Bölüm 108 - Deha Kampı

139 11 0
                                    

Orman yemyeşil ve canlıydı ve manevi özlü yoğuntu. Dağ kayalarının çatlaklarında eski ilaçlar kök salmış ve bu bölge son derece uğurlu ve huzurlu geçti. Bu öğrencilerin ikametgahının girişi idi.

Ancak, gelen bu dahi grup yardımcı olamazdı, kaşlarını çattı. Manevi topraklarına kıyasla bu yer yoksulluğa kapılmıştı ve ruhsal özün yoğunluğu hiç karşılaştırılamazdı.

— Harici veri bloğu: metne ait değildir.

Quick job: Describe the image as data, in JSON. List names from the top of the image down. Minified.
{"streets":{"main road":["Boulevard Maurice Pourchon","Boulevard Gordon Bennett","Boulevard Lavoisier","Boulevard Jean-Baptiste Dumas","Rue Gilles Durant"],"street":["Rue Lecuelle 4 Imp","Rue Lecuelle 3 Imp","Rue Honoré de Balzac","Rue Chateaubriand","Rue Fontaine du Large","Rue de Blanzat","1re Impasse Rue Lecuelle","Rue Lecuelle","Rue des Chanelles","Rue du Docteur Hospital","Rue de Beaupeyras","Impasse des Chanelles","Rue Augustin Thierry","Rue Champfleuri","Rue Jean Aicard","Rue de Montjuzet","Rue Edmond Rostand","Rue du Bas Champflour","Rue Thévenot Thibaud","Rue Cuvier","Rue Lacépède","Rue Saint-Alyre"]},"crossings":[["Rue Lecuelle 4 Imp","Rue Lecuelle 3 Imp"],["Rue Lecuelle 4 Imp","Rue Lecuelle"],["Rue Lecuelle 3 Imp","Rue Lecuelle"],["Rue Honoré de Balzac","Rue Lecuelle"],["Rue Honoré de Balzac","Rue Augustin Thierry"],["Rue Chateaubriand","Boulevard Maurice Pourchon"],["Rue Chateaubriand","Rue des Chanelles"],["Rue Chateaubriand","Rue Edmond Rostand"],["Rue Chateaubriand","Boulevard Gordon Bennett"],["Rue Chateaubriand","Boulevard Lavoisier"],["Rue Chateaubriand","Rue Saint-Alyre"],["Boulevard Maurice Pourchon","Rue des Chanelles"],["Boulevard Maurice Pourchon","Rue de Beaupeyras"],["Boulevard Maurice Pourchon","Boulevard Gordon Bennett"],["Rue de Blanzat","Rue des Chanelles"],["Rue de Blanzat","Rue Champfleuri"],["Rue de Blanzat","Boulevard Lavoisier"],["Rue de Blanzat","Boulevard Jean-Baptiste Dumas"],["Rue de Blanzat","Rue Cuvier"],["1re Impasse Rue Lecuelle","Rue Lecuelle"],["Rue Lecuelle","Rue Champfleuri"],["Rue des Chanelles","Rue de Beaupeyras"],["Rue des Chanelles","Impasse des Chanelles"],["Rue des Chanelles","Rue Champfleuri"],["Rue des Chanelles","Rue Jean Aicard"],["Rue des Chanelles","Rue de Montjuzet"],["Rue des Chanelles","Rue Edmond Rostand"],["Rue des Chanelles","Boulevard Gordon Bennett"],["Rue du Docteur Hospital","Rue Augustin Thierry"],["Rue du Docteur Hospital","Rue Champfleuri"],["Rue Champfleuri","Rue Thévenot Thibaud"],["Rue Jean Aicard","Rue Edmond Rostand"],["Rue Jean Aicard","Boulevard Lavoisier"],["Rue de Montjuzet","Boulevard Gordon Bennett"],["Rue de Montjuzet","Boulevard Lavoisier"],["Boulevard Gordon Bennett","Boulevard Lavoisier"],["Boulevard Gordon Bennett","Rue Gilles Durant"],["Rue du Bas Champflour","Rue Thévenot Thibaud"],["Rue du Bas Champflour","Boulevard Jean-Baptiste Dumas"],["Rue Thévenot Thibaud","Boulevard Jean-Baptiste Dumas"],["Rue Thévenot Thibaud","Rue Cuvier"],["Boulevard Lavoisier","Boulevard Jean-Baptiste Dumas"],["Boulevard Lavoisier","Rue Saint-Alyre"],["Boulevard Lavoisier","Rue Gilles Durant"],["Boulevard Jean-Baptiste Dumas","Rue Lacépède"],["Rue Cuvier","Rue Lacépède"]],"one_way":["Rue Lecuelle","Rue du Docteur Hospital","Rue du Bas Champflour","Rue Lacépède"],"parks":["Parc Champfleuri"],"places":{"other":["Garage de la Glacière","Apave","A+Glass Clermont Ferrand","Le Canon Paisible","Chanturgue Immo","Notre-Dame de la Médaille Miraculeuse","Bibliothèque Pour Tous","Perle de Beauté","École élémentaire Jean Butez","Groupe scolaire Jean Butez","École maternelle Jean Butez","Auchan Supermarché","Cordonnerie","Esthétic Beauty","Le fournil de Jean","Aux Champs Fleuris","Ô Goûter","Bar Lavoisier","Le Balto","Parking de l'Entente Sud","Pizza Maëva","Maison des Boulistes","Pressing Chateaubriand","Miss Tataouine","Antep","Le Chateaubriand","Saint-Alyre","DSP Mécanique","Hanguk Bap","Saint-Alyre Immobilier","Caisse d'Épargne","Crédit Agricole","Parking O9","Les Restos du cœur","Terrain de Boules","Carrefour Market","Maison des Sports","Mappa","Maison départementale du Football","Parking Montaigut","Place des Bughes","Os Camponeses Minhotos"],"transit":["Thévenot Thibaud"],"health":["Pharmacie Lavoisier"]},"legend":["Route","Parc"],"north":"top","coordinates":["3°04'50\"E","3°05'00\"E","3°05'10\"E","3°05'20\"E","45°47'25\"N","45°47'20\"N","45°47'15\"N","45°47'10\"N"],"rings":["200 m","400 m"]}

Özellikle bu arazi parçası çıplaktı ve herhangi bir ince ağaç yetişmedi. Elverişli buharlar yoktu ve ikamet alanları bu alandan çok uzaktı. Yetiştirme hızları kesinlikle birkaç kat daha hızlıydı.

Şu anda, hepsi içeriye ürküyordu. Dış koşullar çok "zorlu" olduğu için dahi topraklardan kesinlikle atılamazlardı. Bu ikili karşılaştırıldığında, bu okulun onlara gerçek dahi olsa iyi muamele gördüğü açıktı.

"Dost öğrencilerimiz, bu sefer ortaya çıkmamızın nedeni işaretçiler alışverişinde bulunmaktır. Lütfen suç işlemeyin. "Dahilerin biri gülümseyen bir ifade taşıdı ve güneş ışığının sıcaklığı gibiydi. Herkese sıcak bir his verdi.

Herkes tebrikle başlarını salladı.

Beyaz kıyafetler giyiyordu ve boyları oldukça uzuntu. Yaklaşık on dört yaşında ve on beş yaşında göründü ve erkek olmasına rağmen üstün bir mizacı vardı. O büyüleyici bir Tanrı gibiydi ve konuşmaya devam etti. "Savaşların başlangıç ​​ve bitişi olmasına rağmen, asil ve alçakça ayırt etmez. Biz dost öğrenciyiz ve birbirlerine yardımcı olmalıyız. "

O mütevazi ve doğal olarak herkesin olumlu izlenimlerini kazandı. Sonuçta, o bir dahiydi ve dahiler arasında bile iyi tanınmış bir kişiydi.

"Kıdemli öğrenci, sana ne gibi hitap etmeliyiz?" Diye sordu yeni bir öğrenci.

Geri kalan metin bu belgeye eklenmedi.